Outra coautora do estudo, Penny Spikins, também ela professora da Universidade de York, acrescentou que «os movimentos das sobrancelhas permitem-nos expressar emoções complexas, assim como perceber as emoções dos outros». Isto faz com que as sobrancelhas sejam «essenciais para explicar como os humanos se tornaram tão bons a interagir uns com os outros».

«Erguer as sobrancelhas rapidamente (eyebrow flash) é um sinal intercultural de reconhecimento e de disponibilidade para a interação social. Erguê-las no meio da testa exprime simpatia. Movimentos ligeiros e pequenos das sobrancelhas são essenciais para identificar confiança e engano. Por outro lado, foi já demonstrado que pessoas que têm o movimento das sobrancelhas limitado devido, por exemplo, à aplicação de botox, são menos capazes de causar empatia e de se identificarem com as emoções de outros», explicou a investigadora.
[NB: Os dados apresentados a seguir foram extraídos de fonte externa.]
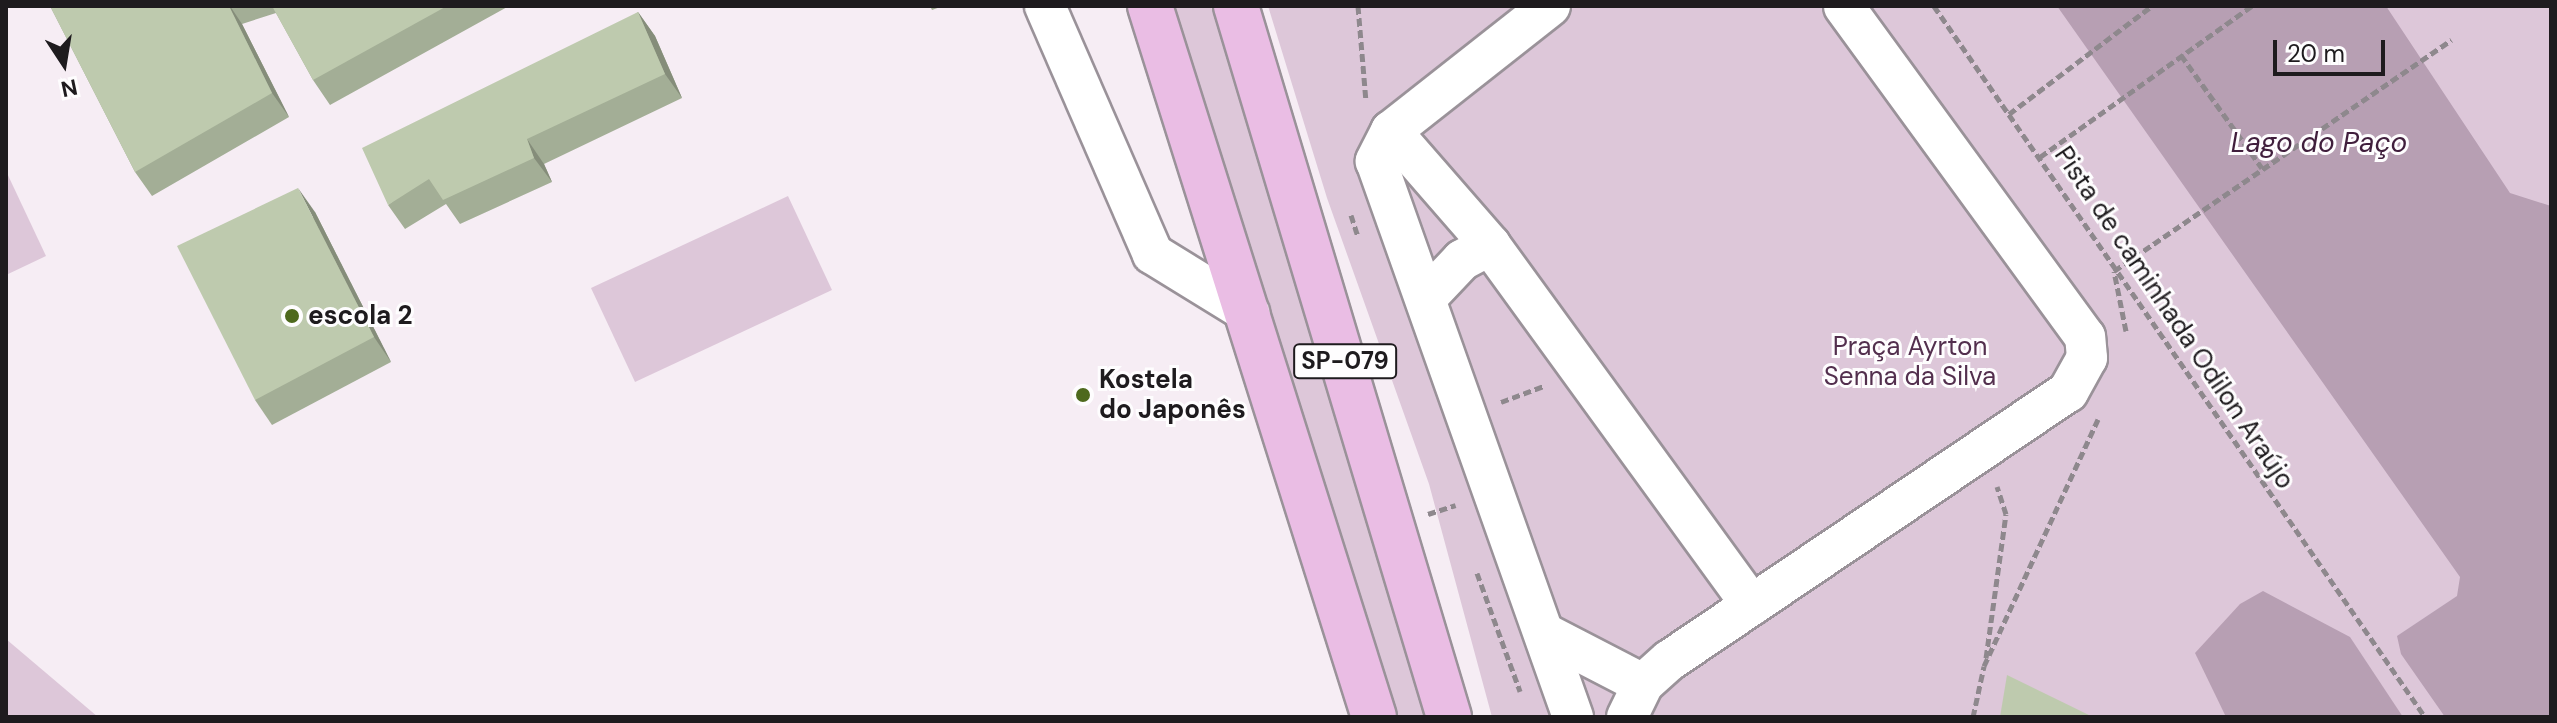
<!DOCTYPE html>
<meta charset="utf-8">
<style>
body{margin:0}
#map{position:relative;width:2557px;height:723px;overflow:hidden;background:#f6edf4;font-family:"DM Sans",sans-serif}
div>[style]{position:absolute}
.green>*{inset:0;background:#ddc7d9}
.water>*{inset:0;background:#b79fb3}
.path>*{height:5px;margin-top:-2.5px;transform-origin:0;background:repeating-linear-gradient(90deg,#8e888d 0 8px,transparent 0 12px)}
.roads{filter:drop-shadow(2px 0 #9a9299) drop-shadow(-2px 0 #9a9299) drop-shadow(0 2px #9a9299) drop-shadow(0 -2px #9a9299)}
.minor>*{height:40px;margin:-20px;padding:0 20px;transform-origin:20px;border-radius:20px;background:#fff}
.major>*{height:44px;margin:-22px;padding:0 22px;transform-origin:22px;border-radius:22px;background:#eabde4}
.wall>*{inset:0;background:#a3ae96}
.shaded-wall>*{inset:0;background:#858d7a}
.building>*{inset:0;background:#becaae}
.dots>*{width:22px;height:22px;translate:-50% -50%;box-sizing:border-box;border:4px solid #fefdfe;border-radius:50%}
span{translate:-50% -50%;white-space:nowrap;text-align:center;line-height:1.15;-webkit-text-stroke:6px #fefdfe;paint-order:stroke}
.shield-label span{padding:2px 6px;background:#fefdfe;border:2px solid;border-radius:6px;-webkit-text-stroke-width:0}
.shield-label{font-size:24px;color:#1e1b1e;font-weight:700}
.poi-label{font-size:26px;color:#1e1b1e;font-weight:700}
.left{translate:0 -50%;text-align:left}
.street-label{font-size:26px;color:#1e1b1e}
.park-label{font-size:26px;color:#532f4e}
.water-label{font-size:28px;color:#401e3c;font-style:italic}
.frame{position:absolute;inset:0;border:8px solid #1e1b1e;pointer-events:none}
.north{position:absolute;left:24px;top:24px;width:80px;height:80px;-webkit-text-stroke:6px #fefdfe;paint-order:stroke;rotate:168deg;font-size:22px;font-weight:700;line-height:32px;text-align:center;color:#1e1b1e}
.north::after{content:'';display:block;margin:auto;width:28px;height:36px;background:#1e1b1e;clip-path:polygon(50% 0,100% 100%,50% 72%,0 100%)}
.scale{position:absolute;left:2273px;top:40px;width:112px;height:36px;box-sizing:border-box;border:4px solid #1e1b1e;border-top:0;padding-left:10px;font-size:24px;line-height:28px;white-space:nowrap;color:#1e1b1e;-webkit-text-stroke:6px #fefdfe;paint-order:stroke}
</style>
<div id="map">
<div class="green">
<i style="clip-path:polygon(1173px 6px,1211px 6px,1257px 141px,1428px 717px,1391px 717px)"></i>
<i style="clip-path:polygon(1268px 6px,2551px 6px,2551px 717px,1492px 717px,1429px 484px,1327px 198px)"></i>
<i style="clip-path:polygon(6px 171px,46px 256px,6px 275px)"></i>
<i style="clip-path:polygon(788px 196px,832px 290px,635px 382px,591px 288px)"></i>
<i style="clip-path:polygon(6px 639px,98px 717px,6px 717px)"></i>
</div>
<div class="water">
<i style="clip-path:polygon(2057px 6px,2386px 6px,2510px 193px,2551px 206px,2551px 717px,2445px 717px,2401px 654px,2397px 636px,2457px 596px,2460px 577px)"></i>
<i style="clip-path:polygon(2263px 591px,2350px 637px,2403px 717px,2226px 717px,2195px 653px,2240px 604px)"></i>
</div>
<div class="path">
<i style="left:1358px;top:6px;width:95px;rotate:85.2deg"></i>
<i style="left:1934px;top:6px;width:864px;rotate:55.37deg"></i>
<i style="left:2181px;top:55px;width:139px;rotate:54.4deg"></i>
<i style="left:2009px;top:114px;width:179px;rotate:-37.1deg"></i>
<i style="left:2040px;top:157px;width:260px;rotate:-35.5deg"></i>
<i style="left:1351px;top:215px;width:22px;rotate:72deg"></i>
<i style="left:2126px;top:331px;width:61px;rotate:-101.3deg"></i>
<i style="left:2114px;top:271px;width:409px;rotate:-34.4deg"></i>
<i style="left:1501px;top:402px;width:46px;rotate:-20.4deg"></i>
<i style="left:1428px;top:514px;width:29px;rotate:-18deg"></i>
<i style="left:1477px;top:573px;width:126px;rotate:70deg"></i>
<i style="left:1986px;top:658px;width:145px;rotate:-82.1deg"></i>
<i style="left:2006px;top:514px;width:29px;rotate:-108deg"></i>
<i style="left:1973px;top:717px;width:52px;rotate:-77.8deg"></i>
<i style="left:1984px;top:666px;width:272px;rotate:-65.2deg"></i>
</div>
<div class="roads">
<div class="minor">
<i style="left:1045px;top:6px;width:270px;rotate:66.5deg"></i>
<i style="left:1153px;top:254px;width:113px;rotate:31.6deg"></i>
<i style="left:1550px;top:6px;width:202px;rotate:141.8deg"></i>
<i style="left:1391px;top:131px;width:34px;rotate:117deg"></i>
<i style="left:1376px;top:161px;width:590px;rotate:70.49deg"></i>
<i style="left:1391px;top:131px;width:151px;rotate:49deg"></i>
<i style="left:1427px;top:297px;width:51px;rotate:-46.6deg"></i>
<i style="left:1462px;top:260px;width:32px;rotate:-28deg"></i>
<i style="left:1490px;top:245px;width:445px;rotate:54deg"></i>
<i style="left:1544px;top:633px;width:111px;rotate:27.3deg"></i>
<i style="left:1627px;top:717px;width:37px;rotate:-64deg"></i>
<i style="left:1643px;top:684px;width:36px;rotate:-42deg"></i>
<i style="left:1670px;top:660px;width:480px;rotate:-34deg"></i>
<i style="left:2068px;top:392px;width:39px;rotate:-61deg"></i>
<i style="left:2087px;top:358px;width:21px;rotate:-95deg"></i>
<i style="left:2085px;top:337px;width:409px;rotate:-126.1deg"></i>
</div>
<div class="major">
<i style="left:1150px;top:6px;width:745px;rotate:72.51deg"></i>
<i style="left:1236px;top:6px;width:742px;rotate:73.32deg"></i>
</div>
</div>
<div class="wall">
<i style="clip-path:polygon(50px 6px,509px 6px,330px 105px,313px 80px,276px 13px,242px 24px,289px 117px,152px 196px,135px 172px)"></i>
<i style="clip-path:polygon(930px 6px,943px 6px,932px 10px)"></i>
<i style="clip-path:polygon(638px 12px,655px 36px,682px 98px,544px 164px,552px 182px,460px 224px,446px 204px,405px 229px,388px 205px)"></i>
<i style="clip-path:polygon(315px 212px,391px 362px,272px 425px,255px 400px)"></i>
</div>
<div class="shaded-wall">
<i style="clip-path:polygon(229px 6px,230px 6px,242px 24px,289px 117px,272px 93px)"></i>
<i style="clip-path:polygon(638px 12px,655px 36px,682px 98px,665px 74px)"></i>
<i style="clip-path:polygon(527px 139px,544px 164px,552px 182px,534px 158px)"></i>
<i style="clip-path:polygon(298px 188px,315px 212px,391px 362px,374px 337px)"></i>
</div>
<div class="building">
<i style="clip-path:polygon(50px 6px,229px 6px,272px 93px,135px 172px)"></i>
<i style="clip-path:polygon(272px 6px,447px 6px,313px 80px)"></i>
<i style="clip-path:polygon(638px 12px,665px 74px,527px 139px,534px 158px,443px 200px,429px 179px,388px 205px,362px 148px)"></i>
<i style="clip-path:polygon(298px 188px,374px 337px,255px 400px,177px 246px)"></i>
<i style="clip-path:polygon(2007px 675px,2093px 717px,2000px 717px)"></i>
</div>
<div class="dots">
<i style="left:292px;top:316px;background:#4e691d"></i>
<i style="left:1083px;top:395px;background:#4e691d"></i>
</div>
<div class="shield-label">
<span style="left:1345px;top:361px">SP-079</span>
</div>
<div class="poi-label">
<span class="left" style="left:308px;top:316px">escola 2</span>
<span class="left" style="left:1099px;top:395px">Kostela<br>do Japonês</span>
</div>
<div class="street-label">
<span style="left:2174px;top:318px;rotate:56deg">Pista de caminhada Odilon Araújo</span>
</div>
<div class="park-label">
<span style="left:1910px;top:362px">Praça Ayrton<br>Senna da Silva</span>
</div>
<div class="water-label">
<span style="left:2319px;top:143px">Lago do Paço</span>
</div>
<div class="frame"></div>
<div class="north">N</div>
<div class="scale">20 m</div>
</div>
Para chegar a esta hipótese, os cientistas da equipa na qual Ricardo Godinho este inserido, estudaram o crânio do Homo heidelbergensis Kabwe 1, acabando por concluir «que as duas hipóteses mais comuns para explicar a presença de arcadas supraciliares proeminentes, a hipótese espacial e a mastigatória, não são suficientes para explicar a arcada massiva de Kabwe 1», segundo a UAlg.

A hipótese espacial «propõe que as arcadas supraciliares se formam para ocupar o espaço entre a caixa craniana e as órbitas». A hipótese mastigatória «propõe que as arcadas supraciliares se desenvolvem para estabilizar o crânio contra as forças desenvolvidas durante a mastigação».

«Através de software de modelação 3D modificámos a arcada supraciliar massiva de Kabwe 1. Como foi possível reduzi-la significativamente, percebemos que a arcada não é assim tão grande apenas devido ao espaço entre a caixa craniana e as órbitas», explicou o investigador da UAlg.

«Em seguida simulámos mastigação em vários dentes e percebemos que a arcada supraciliar não se deforma significativamente durante a mastigação, sendo os resultados practicamente iguais entre o crânio original e outras versões com a arcada reduzida. Isto significa que a arcada tem relevância limitada para a estabilização do crânio durante a mastigação», acrescentou.

Este estudo contribui, assim, «para o longo debate acerca da razão porque outros hominíneos, incluindo a nossa espécie ancestral (Homo heidelbergensis), tinham arcadas supraciliares tão protuberantes e nós, Homo sapiens, temos uma testa vertical com arcadas muito reduzidas», concluiu a Universidade do Algarve.